The San Francisco-based drugmaker was reportedly pursued by a number of other pharma heavyweights, including Merck, AstraZeneca, Celgene, Gilead Sciences, and Sanofi, according to media reports.
Xtandi is Medivation's prized asset. It also has two oncology drugs in Phase III trials: pidilizumab, which is being vetted as a treatment for lymphoma, and talazoparib, which is being tested in breast cancer.
Credit Suisse analyst Muriel Chen said that Pfizer may use its existing oncology sales force as well as its experience in the urology setting — with drugs like Viagra for erectile dysfunction and Toviaz for overactive bladder — to grow sales of Xtandi and create cost savings.
Xtandi was approved in 2012 in the U.S. for use in certain kinds of metastatic prostate cancer. It brought in worldwide sales of $1.9 billion in 2015, and Bernstein analyst Tim Anderson wrote in an investor note that Xtandi could reach sales of $4.6 billion by 2021. The drug has been used to treat 64,000 men to date in the U.S. since its approval.
Pfizer spokesperson Joan Campion said in an email that the company will “seek to leverage” the expertise and relationships of Medivation's field force, which it sees as complementary to to its own sales organization. Pfizer CEO Ian Read said that Xtandi “is just at the beginning of its growth cycle,” according to Reuters.
Astellas Pharma U.S. and Medivation signed a deal in 2009 to jointly develop and commercialize Xtandi. Medivation receives half of U.S. profits as well as royalties on global sales, according to the terms of the deal.
Astellas and Medivation spent $162 million on ads for Xtandi in 2015 and $29 million in the first three months of 2016, according to data from Kantar Media.
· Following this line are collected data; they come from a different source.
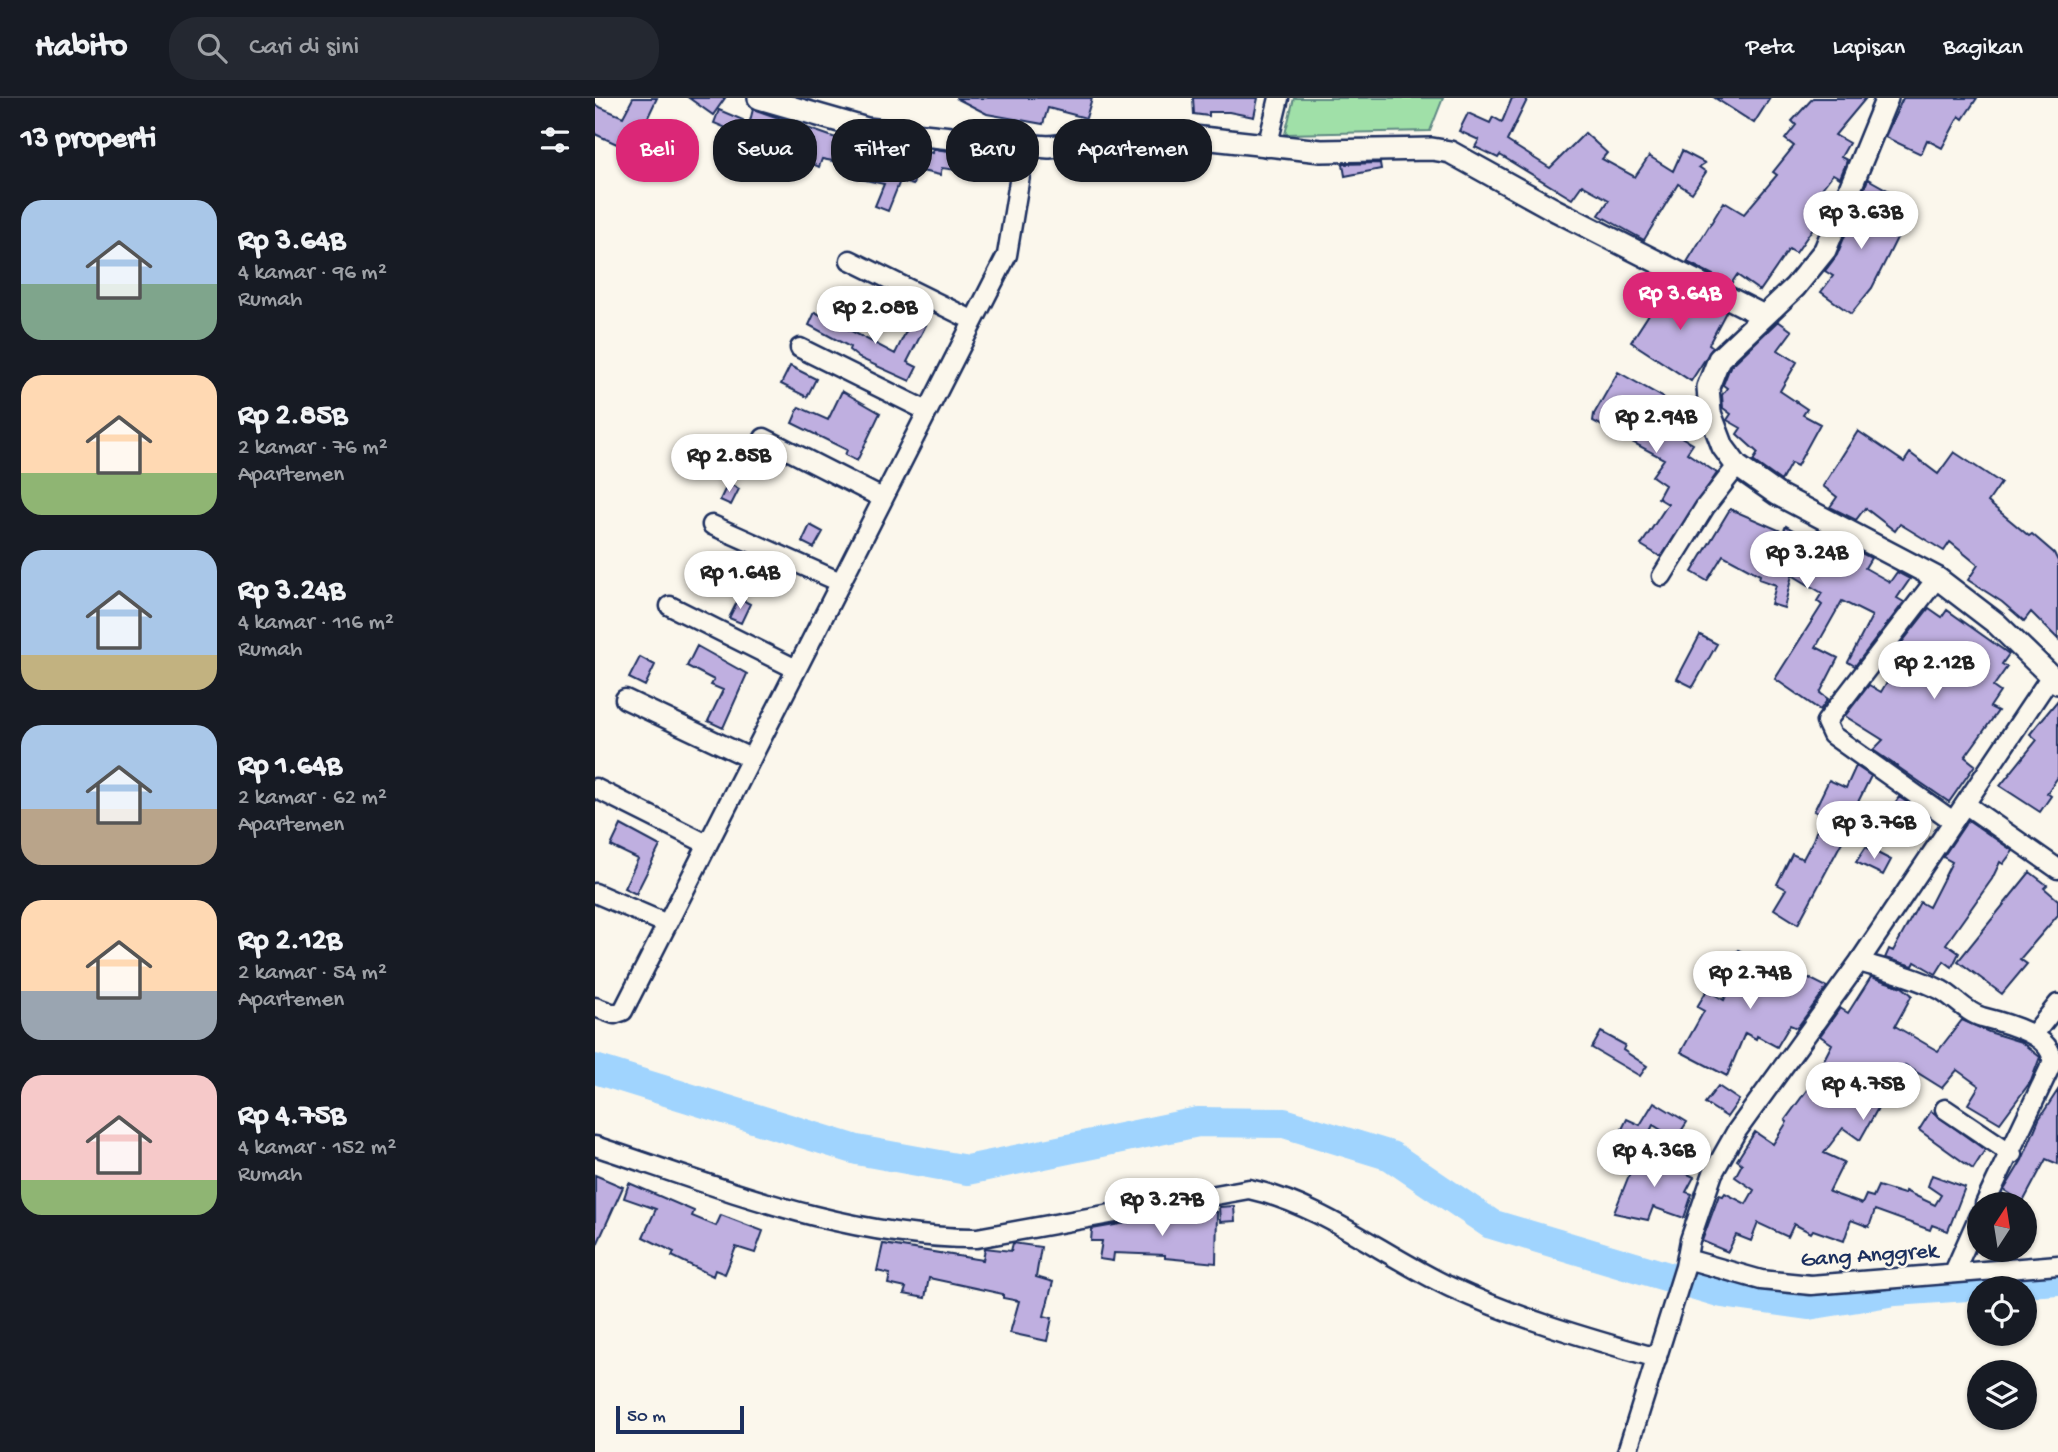 <!DOCTYPE html>
<html lang="id">
<meta charset="utf-8">
<style>
:root{--surface:#171b24;--page:#242831;--text:#f1f3f6;--muted:#9ea1a6;--line:#363941;--accent:#db2777}
body{margin:0;font-family:"Gochi Hand",sans-serif;background:var(--page);color:var(--text);height:100vh;display:flex;flex-direction:column;font-size:26px;white-space:nowrap}
*{box-sizing:border-box;margin:0}
p{font-size:23px;color:var(--muted)}
.icon{flex:none;width:38px;height:38px;fill:none;stroke:currentColor;stroke-width:2;stroke-linecap:round;stroke-linejoin:round}
.map{position:relative;flex:1;overflow:hidden}
.details{display:flex;flex-direction:column;background:var(--surface);width:595px}
.details>*{flex:none}
.guide{position:absolute;left:21px;top:21px;width:665px;height:63px;display:flex;gap:14px}
.needle{width:46px;rotate:12deg}
.buttons{position:absolute;left:1372px;top:1094px;display:grid;gap:14px}
.buttons a{display:grid;place-items:center;width:70px;height:70px;border-radius:50%;background:var(--surface);box-shadow:0 2px 5px #0004;font-size:35px}
.scale{position:absolute;left:21px;bottom:18px;width:128px;box-sizing:border-box;padding-left:7px;border:4px solid #1b2f5e;border-top:0;font-size:19px;line-height:24px;white-space:nowrap;color:#1b2f5e;-webkit-text-stroke:5px #fbf7ec;paint-order:stroke}
.price{position:absolute;translate:-50% -60px;padding:0 16px;border-radius:24px;background:#fff;color:#222;font-size:23px;line-height:46px;filter:drop-shadow(0 2px 4px #0008)}
.price::after{content:'';position:absolute;left:50%;top:42px;width:21px;height:16px;margin-left:-10px;background:inherit;clip-path:polygon(0 0,100% 0,50% 100%)}
.price.on{background:var(--accent);color:#fff}
ul{padding:0;list-style:none}
li{display:flex;align-items:center;gap:21px;height:175px;padding:0 21px}
li span{display:grid;place-items:center;flex:none;width:196px;height:140px;border-radius:21px;color:#555}
li>.icon{margin-inline-start:auto}
span .icon{width:84px;height:84px;fill:#fffc;stroke-width:1}
li b{font-size:30px}
h2{display:flex;justify-content:space-between;align-items:center;height:84px;padding:0 21px;font-size:30px}
.chip{padding:0 24px;border-radius:28px;background:var(--surface);box-shadow:0 2px 5px #0004;font-size:24px;line-height:63px}
.chip.on{background:var(--accent);color:#fff}
header{display:flex;align-items:center;gap:42px;box-sizing:border-box;height:98px;padding:0 35px;background:var(--surface);border-bottom:2px solid var(--line)}
header strong{font-size:33px}
nav{display:flex;gap:38px;margin-inline-start:auto;font-size:24px}
.search{width:490px;height:63px;background:var(--page);display:flex;align-items:center;gap:18px;box-sizing:border-box;padding:0 24px;border-radius:28px;color:var(--muted);font-size:26px}
main{display:flex;flex:1;min-height:0}
.map>svg:first-child{display:block}
</style>
<header>
<strong>Habito</strong>
<div class="search"><svg class="icon" aria-label="search" viewBox="0 0 24 24"><circle cx="10" cy="10" r="6"/><path d="M15 15l6 6"/></svg>Cari di sini</div>
<nav><a>Peta</a><a>Lapisan</a><a>Bagikan</a></nav>
</header>
<main>
<section class="details">
<h2>13 properti<svg class="icon" aria-label="filters" viewBox="0 0 24 24"><path d="M4 7h16M4 17h16"/><circle cx="9" cy="7" r="2"/><circle cx="15" cy="17" r="2"/></svg></h2>
<ul>
<li><span style="background:linear-gradient(#a9c7e8 60%,#7fa58c 0)"><svg class="icon" aria-label="home" viewBox="0 0 24 24"><path d="M3 11l9-7 9 7M6 9v11h12V9"/></svg></span><div><b>Rp 3.64B</b><p>4 kamar · 96 m²</p><p>Rumah</p></div></li>
<li><span style="background:linear-gradient(#ffd9b3 70%,#8fb573 0)"><svg class="icon" aria-label="home" viewBox="0 0 24 24"><path d="M3 11l9-7 9 7M6 9v11h12V9"/></svg></span><div><b>Rp 2.85B</b><p>2 kamar · 76 m²</p><p>Apartemen</p></div></li>
<li><span style="background:linear-gradient(#a9c7e8 75%,#c2b280 0)"><svg class="icon" aria-label="home" viewBox="0 0 24 24"><path d="M3 11l9-7 9 7M6 9v11h12V9"/></svg></span><div><b>Rp 3.24B</b><p>4 kamar · 116 m²</p><p>Rumah</p></div></li>
<li><span style="background:linear-gradient(#a9c7e8 60%,#b9a48a 0)"><svg class="icon" aria-label="home" viewBox="0 0 24 24"><path d="M3 11l9-7 9 7M6 9v11h12V9"/></svg></span><div><b>Rp 1.64B</b><p>2 kamar · 62 m²</p><p>Apartemen</p></div></li>
<li><span style="background:linear-gradient(#ffd9b3 65%,#9aa5b1 0)"><svg class="icon" aria-label="home" viewBox="0 0 24 24"><path d="M3 11l9-7 9 7M6 9v11h12V9"/></svg></span><div><b>Rp 2.12B</b><p>2 kamar · 54 m²</p><p>Apartemen</p></div></li>
<li><span style="background:linear-gradient(#f6c9c9 75%,#8fb573 0)"><svg class="icon" aria-label="home" viewBox="0 0 24 24"><path d="M3 11l9-7 9 7M6 9v11h12V9"/></svg></span><div><b>Rp 4.75B</b><p>4 kamar · 152 m²</p><p>Rumah</p></div></li>
</ul>
</section>
<div class="map">
<svg width="1463" height="1354" viewBox="0 0 1463 1354">
<rect width="100%" height="100%" fill="#fbf7ec"/>
<filter id="ink" filterUnits="userSpaceOnUse"><feTurbulence type="fractalNoise" baseFrequency=".0143" numOctaves="2"/><feDisplacementMap in="SourceGraphic" scale="14" xChannelSelector="R" yChannelSelector="G"/><feConvolveMatrix kernelMatrix="1 2 1 2 8 2 1 2 1" color-interpolation-filters="sRGB"/></filter>
<g filter="url(#ink)">
<path fill="#a0e0a8" stroke="#5e8883" stroke-width="2" d="M 699,0 L 848,0 L 835,33 L 690,36 Z"/>
<g fill="none" stroke-linecap="round" stroke-linejoin="round">
<path stroke="#a0d4fe" stroke-width="30" d="M 0,971 L 262,1052 L 372,1072 L 603,1024 L 689,1025 L 796,1058 L 896,1126 L 1127,1195 L 1213,1207 L 1300,1193 L 1463,1182"/>
</g>
<path fill="#bfafe0" stroke="#1b2f5e" stroke-width="2" d="M 38,0 L 62,0 L 37,53 L 0,36 L 0,7 L 28,19 Z
M 94,0 L 130,0 L 118,17 Z
M 361,0 L 497,0 L 491,20 L 453,10 L 448,26 L 392,16 Z
M 598,0 L 663,0 L 659,19 L 634,14 L 614,14 L 614,18 L 599,16 Z
M 917,0 L 933,0 L 912,43 L 955,70 L 990,35 L 1012,55 L 1007,61 L 1040,79 L 1054,58 L 1078,73 L 1087,53 L 1110,65 L 1104,69 L 1111,74 L 1097,95 L 1083,86 L 1049,142 L 1004,117 L 1014,102 L 987,87 L 977,101 L 905,57 L 903,60 L 880,49 L 884,42 L 864,33 L 873,15 L 895,25 L 898,19 L 907,24 Z
M 1120,0 L 1175,0 L 1159,25 Z
M 1218,0 L 1271,0 L 1240,37 L 1254,45 L 1246,59 L 1252,62 L 1250,68 L 1245,80 L 1238,76 L 1216,105 L 1229,114 L 1201,155 L 1194,151 L 1165,193 L 1142,177 L 1136,186 L 1092,164 L 1129,104 L 1149,116 L 1182,77 L 1178,74 L 1199,48 L 1190,41 L 1201,27 L 1197,23 Z
M 1308,0 L 1382,0 L 1368,21 L 1364,18 L 1347,50 L 1332,42 L 1326,56 L 1290,39 Z
M 158,11 L 238,39 L 306,50 L 311,48 L 337,55 L 338,51 L 387,57 L 384,75 L 347,70 L 345,77 L 322,72 L 318,87 L 305,83 L 293,113 L 280,108 L 289,86 L 261,80 L 264,68 L 227,61 L 224,69 L 200,58 L 201,55 L 174,45 L 179,31 L 155,23 Z
M 124,12 L 148,22 L 143,35 L 119,25 Z
M 785,65 L 786,71 L 750,78 L 748,66 Z
M 1273,81 L 1296,94 L 1281,129 L 1302,140 L 1277,190 L 1256,216 L 1226,194 L 1238,178 L 1230,173 L 1242,157 Z
M 1071,187 L 1131,214 L 1114,246 L 1118,249 L 1096,283 L 1036,244 L 1058,210 L 1061,212 Z
M 220,214 L 300,256 L 317,221 L 331,227 L 312,264 L 322,269 L 315,283 L 264,260 L 254,252 L 255,249 L 214,227 Z
M 1183,223 L 1197,233 L 1183,252 L 1202,264 L 1185,293 L 1212,311 L 1208,317 L 1225,326 L 1202,368 L 1196,365 L 1186,383 L 1158,363 L 1163,355 L 1142,336 L 1146,330 L 1132,322 L 1136,316 L 1128,310 L 1127,297 L 1132,290 L 1128,287 L 1135,269 Z
M 195,268 L 221,281 L 212,299 L 186,286 Z
M 1023,274 L 1069,300 L 1058,322 L 1098,346 L 1092,355 L 1122,375 L 1066,459 L 1046,447 L 1073,406 L 1063,400 L 1070,387 L 1057,378 L 1069,361 L 998,323 L 999,316 Z
M 247,293 L 285,315 L 262,363 L 250,357 L 252,352 L 197,325 L 204,309 L 233,322 Z
M 1263,333 L 1309,364 L 1315,355 L 1343,376 L 1359,354 L 1406,385 L 1393,404 L 1434,438 L 1437,436 L 1459,455 L 1463,463 L 1463,541 L 1436,514 L 1429,523 L 1407,504 L 1373,482 L 1383,467 L 1355,444 L 1349,453 L 1305,426 L 1300,433 L 1270,410 L 1261,422 L 1235,409 L 1242,399 L 1228,388 Z
M 133,385 L 144,391 L 136,407 L 125,402 Z
M 1135,411 L 1188,434 L 1191,428 L 1244,459 L 1251,447 L 1276,460 L 1270,470 L 1295,484 L 1302,474 L 1315,481 L 1302,500 L 1309,504 L 1260,568 L 1253,564 L 1277,518 L 1247,503 L 1221,549 L 1243,560 L 1225,595 L 1233,601 L 1225,612 L 1180,581 L 1227,507 L 1222,503 L 1227,495 L 1197,477 L 1189,510 L 1176,506 L 1181,487 L 1164,481 L 1165,477 L 1128,457 L 1112,483 L 1097,474 Z
M 215,427 L 228,434 L 219,450 L 207,444 Z
M 144,500 L 155,506 L 146,525 L 134,520 Z
M 1334,510 L 1347,519 L 1352,512 L 1414,556 L 1407,566 L 1412,569 L 1398,589 L 1405,594 L 1395,609 L 1403,613 L 1370,659 L 1380,667 L 1354,704 L 1278,652 L 1288,642 L 1250,618 L 1274,587 L 1286,594 L 1299,572 L 1290,566 Z
M 1105,537 L 1122,546 L 1098,589 L 1082,581 Z
M 102,548 L 152,576 L 128,630 L 113,623 L 128,592 L 116,587 L 119,582 L 92,568 Z
M 45,559 L 60,567 L 50,588 L 34,580 Z
M 1463,602 L 1463,679 L 1452,695 L 1456,698 L 1445,714 L 1405,688 L 1442,642 L 1435,636 Z
M 1261,668 L 1276,678 L 1259,712 L 1263,714 L 1203,826 L 1179,811 L 1191,791 L 1182,786 L 1197,756 L 1208,761 L 1218,742 L 1227,717 L 1219,713 L 1234,682 L 1251,690 Z
M 1304,699 L 1328,715 L 1323,723 L 1328,726 L 1317,742 L 1289,722 Z
M 1373,722 L 1418,753 L 1408,766 L 1405,764 L 1397,781 L 1351,846 L 1364,855 L 1357,869 L 1349,863 L 1341,876 L 1320,864 L 1318,868 L 1290,860 L 1294,851 L 1298,853 L 1325,804 L 1334,809 L 1357,764 L 1348,759 Z
M 26,727 L 65,748 L 41,796 L 29,790 L 43,761 L 16,748 Z
M 1271,749 L 1296,762 L 1288,777 L 1261,764 Z
M 1435,774 L 1452,787 L 1449,790 L 1463,802 L 1463,817 L 1425,861 L 1432,866 L 1407,896 L 1363,863 Z
M 1143,852 L 1190,876 L 1194,870 L 1232,889 L 1202,930 L 1195,927 L 1182,949 L 1162,938 L 1161,941 L 1150,935 L 1132,978 L 1086,954 L 1109,913 L 1102,909 L 1112,892 L 1129,902 L 1143,874 L 1133,868 Z
M 1276,879 L 1307,889 L 1317,897 L 1300,928 L 1343,953 L 1367,922 L 1394,934 L 1426,944 L 1445,959 L 1436,983 L 1405,1025 L 1373,1006 L 1384,988 L 1362,972 L 1347,990 L 1310,967 L 1307,972 L 1305,971 L 1265,1042 L 1248,1030 L 1229,1055 L 1249,1064 L 1234,1094 L 1267,1106 L 1271,1097 L 1278,1099 L 1283,1088 L 1309,1096 L 1310,1093 L 1340,1107 L 1346,1097 L 1333,1088 L 1337,1077 L 1370,1089 L 1353,1133 L 1337,1127 L 1335,1132 L 1280,1112 L 1274,1129 L 1256,1122 L 1249,1143 L 1218,1132 L 1216,1135 L 1199,1126 L 1193,1139 L 1163,1125 L 1156,1143 L 1141,1137 L 1133,1154 L 1107,1143 L 1124,1097 L 1128,1098 L 1130,1095 L 1151,1106 L 1159,1092 L 1140,1079 L 1147,1066 L 1142,1062 L 1160,1034 L 1178,1046 L 1192,1024 L 1190,1022 L 1217,985 L 1237,946 L 1225,938 L 1245,910 L 1253,915 Z
M 1006,934 L 1030,947 L 1028,952 L 1052,968 L 1045,978 L 997,950 Z
M 1123,988 L 1144,1002 L 1132,1019 L 1110,1005 Z
M 1463,992 L 1463,1066 L 1451,1061 L 1428,1104 L 1409,1092 L 1427,1062 L 1444,1021 Z
M 1059,1004 L 1092,1024 L 1081,1041 L 1058,1027 L 1048,1048 L 1024,1037 L 1032,1021 L 1045,1027 Z
M 1336,1013 L 1390,1052 L 1378,1071 L 1324,1032 Z
M 1044,1052 L 1099,1079 L 1091,1094 L 1097,1096 L 1089,1120 L 1058,1109 L 1053,1122 L 1019,1115 Z
M 0,1077 L 28,1089 L 0,1151 Z
M 34,1085 L 99,1113 L 97,1118 L 121,1128 L 126,1117 L 168,1133 L 160,1155 L 141,1149 L 130,1176 L 120,1172 L 118,1178 L 77,1158 L 79,1154 L 48,1139 L 61,1111 L 29,1100 Z
M 639,1108 L 640,1123 L 625,1124 L 624,1109 Z
M 606,1113 L 622,1114 L 621,1165 L 570,1160 L 570,1157 L 519,1155 L 518,1163 L 504,1161 L 507,1143 L 496,1143 L 497,1131 L 543,1123 L 571,1124 L 571,1120 L 606,1119 Z
M 418,1145 L 446,1149 L 441,1179 L 458,1184 L 449,1218 L 457,1220 L 452,1243 L 415,1235 L 424,1203 L 408,1200 L 408,1196 L 334,1180 L 330,1200 L 309,1196 L 311,1190 L 293,1186 L 295,1176 L 282,1173 L 288,1146 L 388,1162 L 390,1150 L 416,1153 Z"/>
<g fill="none" stroke-linecap="round" stroke-linejoin="round">
<g stroke="#1b2f5e" stroke-width="23">
<path id="minor" d="M 672,49 L 684,0
M 255,162 L 377,222
M 205,250 L 330,312
M 169,340 L 287,400
M 117,427 L 245,484
M 1067,478 L 1110,409 L 1142,368
M 1342,480 L 1231,624 L 1237,637 L 1358,723
M 75,508 L 201,571
M 30,601 L 155,660
M 0,690 L 112,746
M 1370,706 L 1463,771
M 0,795 L 72,826
M 1264,864 C 1291,872 1320,879 1346,892 C 1359,899 1372,915 1387,919 C 1407,924 1460,937 1457,965 L 1390,1106
M 0,909 L 19,916 L 28,913 L 412,157 L 430,47
M 1439,936 L 1463,906
M 1350,1011 L 1417,1056
M 0,1048 C 122,1088 251,1141 382,1140 L 654,1091 C 728,1107 787,1157 855,1189 C 922,1220 991,1240 1062,1260
M 1092,1161 L 1166,1182 L 1216,1187 L 1463,1167
M 1359,1174 L 1384,1118
M 1032,1354 L 1090,1169 L 1095,1142 L 1118,1075 L 1141,1034 L 1264,864 L 1456,578"/>
</g>
<g stroke="#1b2f5e" stroke-width="26">
<path id="tertiary" d="M 164,0 L 272,31 L 412,46 L 454,49 L 545,39 L 598,39 L 726,53 L 837,51 L 855,54 L 958,111 L 1169,218
M 1292,0 L 1230,152 L 1200,189 L 1124,261 L 1113,289 L 1115,315 L 1128,349 L 1142,368 L 1182,396 L 1342,480 L 1402,526 L 1463,585"/>
</g>
<use href="#minor" stroke="#fbf7ec" stroke-width="18"/>
<use href="#tertiary" stroke="#fbf7ec" stroke-width="21"/>
</g>
</g>
<g text-anchor="middle" stroke-width="5" stroke-linejoin="round" paint-order="stroke">
<g font-size="23" fill="#1b2f5e" stroke="#fbf7ec">
<text transform="translate(1274 1155) rotate(-4)" y="8">Gang Anggrek</text>
</g>
</g>
</svg>
<div class="buttons">
<a><svg class="needle" viewBox="-14 -14 28 28"><path d="M0-13l5 13h-10z" fill="#e53935"/><path d="M0 13l5-13h-10z" fill="#9ea1a6"/></svg></a>
<a><svg class="icon" aria-label="locate" viewBox="0 0 24 24"><circle cx="12" cy="12" r="6"/><path d="M12 2v4M12 18v4M2 12h4M18 12h4"/></svg></a>
<a><svg class="icon" aria-label="layers" viewBox="0 0 24 24"><path d="M12 4l9 5-9 5-9-5zM3 14l9 5 9-5"/></svg></a>
</div>
<div class="scale">50 m</div>
<b class="price" style="left:1266px;top:153px">Rp 3.63B</b>
<b class="price on" style="left:1085px;top:234px">Rp 3.64B</b>
<b class="price" style="left:280px;top:248px">Rp 2.08B</b>
<b class="price" style="left:1061px;top:357px">Rp 2.94B</b>
<b class="price" style="left:134px;top:396px">Rp 2.85B</b>
<b class="price" style="left:1212px;top:493px">Rp 3.24B</b>
<b class="price" style="left:145px;top:513px">Rp 1.64B</b>
<b class="price" style="left:1339px;top:603px">Rp 2.12B</b>
<b class="price" style="left:1279px;top:763px">Rp 3.76B</b>
<b class="price" style="left:1155px;top:913px">Rp 2.74B</b>
<b class="price" style="left:1268px;top:1024px">Rp 4.75B</b>
<b class="price" style="left:1059px;top:1091px">Rp 4.36B</b>
<b class="price" style="left:567px;top:1140px">Rp 3.27B</b>
<div class="guide">
<a class="chip on">Beli</a>
<a class="chip">Sewa</a>
<a class="chip">Filter</a>
<a class="chip">Baru</a>
<a class="chip">Apartemen</a>
</div>
</div>
</main>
While Xtandi will be a large new player to Pfizer's oncology portfolio, the company has already made significant investments in its cancer pipeline with at least nine experimental oncology drugs currently in Phase-III trials.
“Similar to Ibrance in the breast cancer setting, Xtandi is being explored for its potential to move from metastatic prostate cancer to treat earlier stages of non-metastatic prostate cancer,” Albert Bourla, the group president of Pfizer Innovative Health, said in a release. Pfizer's breast-cancer drug Ibrance was approved to treat advanced breast cancer in postmenopausal women in February 2015. Ibrance beat U.S. consensus sales estimates by $20 million in the first three months of 2016, pulling in $502 million.
Anderson, in the same note, wrote that “while Ibrance is doing great, Pfizer could benefit from more critical mass in oncology.” Chen also noted that Xtandi's PD-L1 “boosting immuno-oncology characteristics” could pave the way for a number of experimental combinations in prostate and breast cancer for Pfizer.
Ten months ago, Pfizer attempted to acquire Allergan for $150 billion — a deal that would have created the largest drug company in the world and significantly lowered Pfizer's U.S. tax exposure through a corporate tax inversion.